Bisa kudapat aamiin?
Surabaya, November 2015.
Saya terbangun pukul tiga tepat dini hari, kepala saya penuh dengan hal-hal entah dan segera ingin dimuntahkan. Mencoba mengajak langit-langit kamar mengobrol sebentar sebelum memutuskan untuk kembali memejam. Sebab tak ada yang lebih bijak dari mereka, mereka pendengar yang baik.
Saya ingin sekali bisa membaca isi kepalamu sekali saja agar tak lagi bingung mengambil keputusan, lalu menyesal. Sayangnya, bahkan membaca isi kepala saya sendiri saja saya tak pernah bisa, bagaimana membaca milik orang lain?

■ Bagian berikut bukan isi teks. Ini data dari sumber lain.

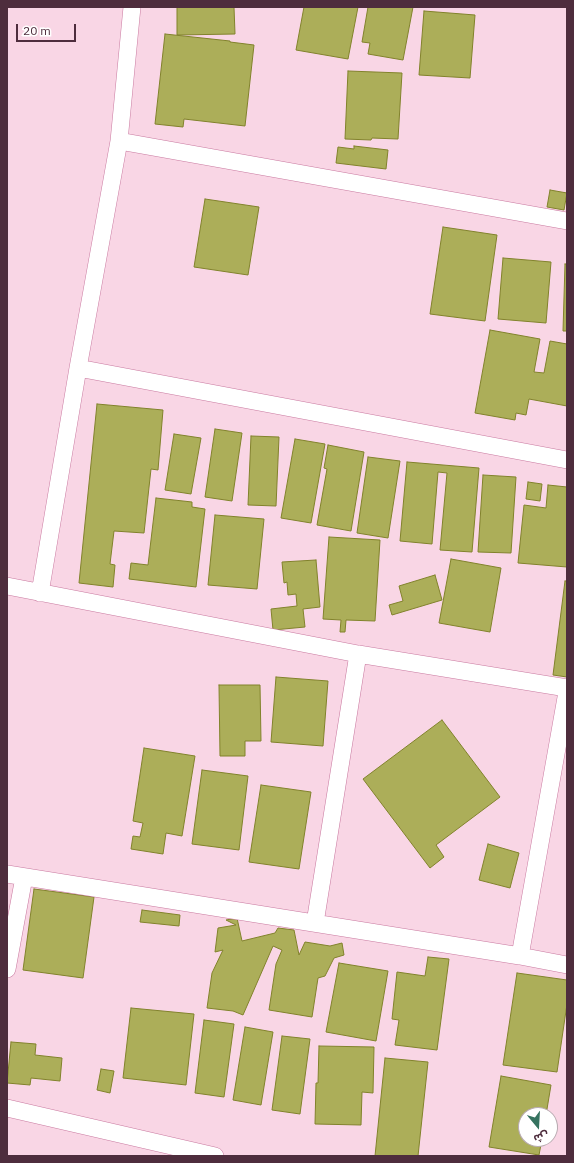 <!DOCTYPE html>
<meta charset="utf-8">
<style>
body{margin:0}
#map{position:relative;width:574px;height:1163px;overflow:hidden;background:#f9d6e5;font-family:"IBM Plex Sans","Noto Sans Arabic",sans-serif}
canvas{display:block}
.frame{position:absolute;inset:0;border:8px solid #4e2d3d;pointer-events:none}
.north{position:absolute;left:518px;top:1107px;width:40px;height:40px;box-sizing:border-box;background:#fff;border:1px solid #b8abb1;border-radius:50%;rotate:162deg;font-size:11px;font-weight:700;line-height:16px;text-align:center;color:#4e2d3d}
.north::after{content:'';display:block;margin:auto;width:14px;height:18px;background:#367360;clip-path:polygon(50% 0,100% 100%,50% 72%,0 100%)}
.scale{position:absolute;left:16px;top:24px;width:60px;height:18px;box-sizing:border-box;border:2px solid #4e2d3d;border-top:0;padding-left:5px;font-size:12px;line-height:14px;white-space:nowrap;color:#4e2d3d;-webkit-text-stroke:3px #fff;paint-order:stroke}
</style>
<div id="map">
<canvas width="574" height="1163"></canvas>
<div class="frame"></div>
<div class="north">ش</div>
<div class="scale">20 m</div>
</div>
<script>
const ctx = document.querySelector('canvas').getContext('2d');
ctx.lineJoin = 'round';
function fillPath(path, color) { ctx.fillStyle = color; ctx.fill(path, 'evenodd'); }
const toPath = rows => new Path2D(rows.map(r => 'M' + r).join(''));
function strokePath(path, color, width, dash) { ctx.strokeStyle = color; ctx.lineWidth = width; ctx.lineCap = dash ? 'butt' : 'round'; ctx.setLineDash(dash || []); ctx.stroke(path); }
const building = toPath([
 [177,7,234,7,235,34,177,35,177,7],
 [304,7,358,7,348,59,296,50,304,7],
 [368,7,413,7,403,60,368,54,370,43,362,42,368,7],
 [424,11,475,15,470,78,419,75,424,11],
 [165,34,230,41,230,42,254,45,245,126,184,119,183,127,155,124,165,34],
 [348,71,402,73,398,139,372,138,371,140,345,139,348,71],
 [354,146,388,150,386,169,336,163,338,147,354,149,354,146],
 [550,190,567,193,564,210,547,207,550,190],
 [205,199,259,207,248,275,194,267,205,199],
 [443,227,497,235,485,321,430,314,443,227],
 [503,258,551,262,546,323,498,319,503,258],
 [565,264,567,264,567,331,563,331,565,264],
 [490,330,540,339,534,372,544,373,550,341,567,344,567,406,529,399,526,415,516,413,515,420,475,413,490,330],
 [97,404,163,410,158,470,151,469,144,533,114,531,110,564,115,565,113,587,79,583,97,404],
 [215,429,242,433,232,501,205,497,215,429],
 [174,434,201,438,191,494,165,490,174,434],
 [251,436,279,437,276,506,248,505,251,436],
 [295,439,325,444,311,523,281,518,295,439],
 [328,445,364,452,351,531,317,525,327,469,324,468,328,445],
 [368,457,400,461,388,538,357,533,368,457],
 [407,462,479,468,472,552,440,550,447,473,438,472,432,544,400,541,407,462],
 [483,475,516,477,511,553,478,552,483,475],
 [528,482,542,484,540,501,526,499,528,482],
 [548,485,567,487,567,567,518,563,524,505,546,508,548,485],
 [156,498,192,502,192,507,205,509,196,587,129,579,131,563,148,565,156,498],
 [215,515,264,519,257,589,208,585,215,515],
 [329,537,380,540,375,621,346,620,345,632,340,632,341,620,323,619,329,537],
 [451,559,501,568,490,632,439,623,451,559],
 [316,560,320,607,303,609,305,627,273,630,271,609,297,606,296,594,288,595,287,582,284,583,282,562,316,560],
 [435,575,442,600,392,615,389,605,403,601,399,586,435,575],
 [565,581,567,581,567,677,553,675,565,581],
 [276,677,328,681,323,746,271,742,276,677],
 [219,685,260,685,261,741,245,741,245,756,220,756,219,685],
 [442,720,500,797,436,845,444,857,430,868,363,779,442,720],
 [144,748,195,756,182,836,166,833,163,854,131,849,133,836,140,837,143,823,133,821,144,748],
 [202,770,248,776,239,850,192,844,202,770],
 [261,785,311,792,299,869,249,862,261,785],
 [488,844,519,853,510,888,479,880,488,844],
 [34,889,94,897,83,978,23,970,34,889],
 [142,910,180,915,179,926,140,922,142,910],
 [237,918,242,941,275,933,278,928,294,930,299,955,305,942,330,946,342,943,344,955,334,958,325,976,318,978,312,1017,269,1010,276,964,282,950,273,946,243,1015,233,1011,207,1008,212,973,223,950,215,952,218,928,236,925,226,920,237,918],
 [428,957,449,959,437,1050,395,1045,399,1020,392,1019,397,972,425,976,428,957],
 [339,963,388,971,376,1041,326,1032,339,963],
 [517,973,567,980,567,1004,557,1072,503,1065,517,973],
 [131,1008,194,1014,186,1085,123,1078,131,1008],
 [204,1020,234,1024,224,1097,195,1093,204,1020],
 [245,1027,273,1032,261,1105,233,1100,245,1027],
 [282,1036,310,1039,300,1114,272,1110,282,1036],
 [11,1042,36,1044,35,1055,62,1058,60,1081,31,1078,30,1085,7,1083,11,1042],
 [319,1046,374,1047,373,1093,362,1092,361,1125,315,1124,316,1083,318,1083,319,1046],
 [385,1058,428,1062,418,1156,375,1156,385,1058],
 [101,1069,114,1071,110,1093,97,1090,101,1069],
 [501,1076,551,1085,546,1115,526,1115,526,1139,542,1139,539,1155,489,1147,501,1076]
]);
fillPath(building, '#acae59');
strokePath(building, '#81822b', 1);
const street = toPath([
 [119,141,567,221],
 [78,368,567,460],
 [7,586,358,654,567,688],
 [40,593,78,368,119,141,132,7],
 [7,874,520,956,567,965],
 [315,923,358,654],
 [520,956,567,692],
 [7,969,24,877],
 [7,1108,215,1156]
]);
strokePath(street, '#c97aa0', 18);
strokePath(street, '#fff', 17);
</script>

Ada dua pilihan yang membuat bimbang, membuat langkah kaki saya suka tiba-tiba terhenti, dan membuat saya lupa mengaduk minuman saya; haruskan saya tetap tinggal atau pergi saja?
Tapi mengapa saya harus pergi jika bisa tetap tinggal?
Saya mencintaimu lebih dari yang pernah kaubayangkan. Hanya saja, saya terkadang malu untuk mengakuinya bahkan kepada diri saya sendiri. Lalu saya teringat kata-kata dosen saya suatu hari, "satu hal yang sukar kamu lakukan itu hanya satu, berdamai pada dirimu sendiri."
Saya bukan puteri dan kamu bukan ksatria, bahkan tak ada bintang jatuh di antara kita. Tapi di mataku, kamu ialah ksatria. Saya mencintaimu bukan karena suatu hari kamu bisa mengabulkan semua impian-impian saya yang mustahil. Terkadang cinta terlalu rumit untuk diungkapkan. Namun belasan tahun rasanya membuat saya cukup paham dan yakin bahwa saya mencintaimu.
Jika kamu membaca tulisan ini, setidaknya kirimi saya sebuah pesan, katakan apa yang harus saya lakukan, sebab saya tak bisa membaca isi kepalamu.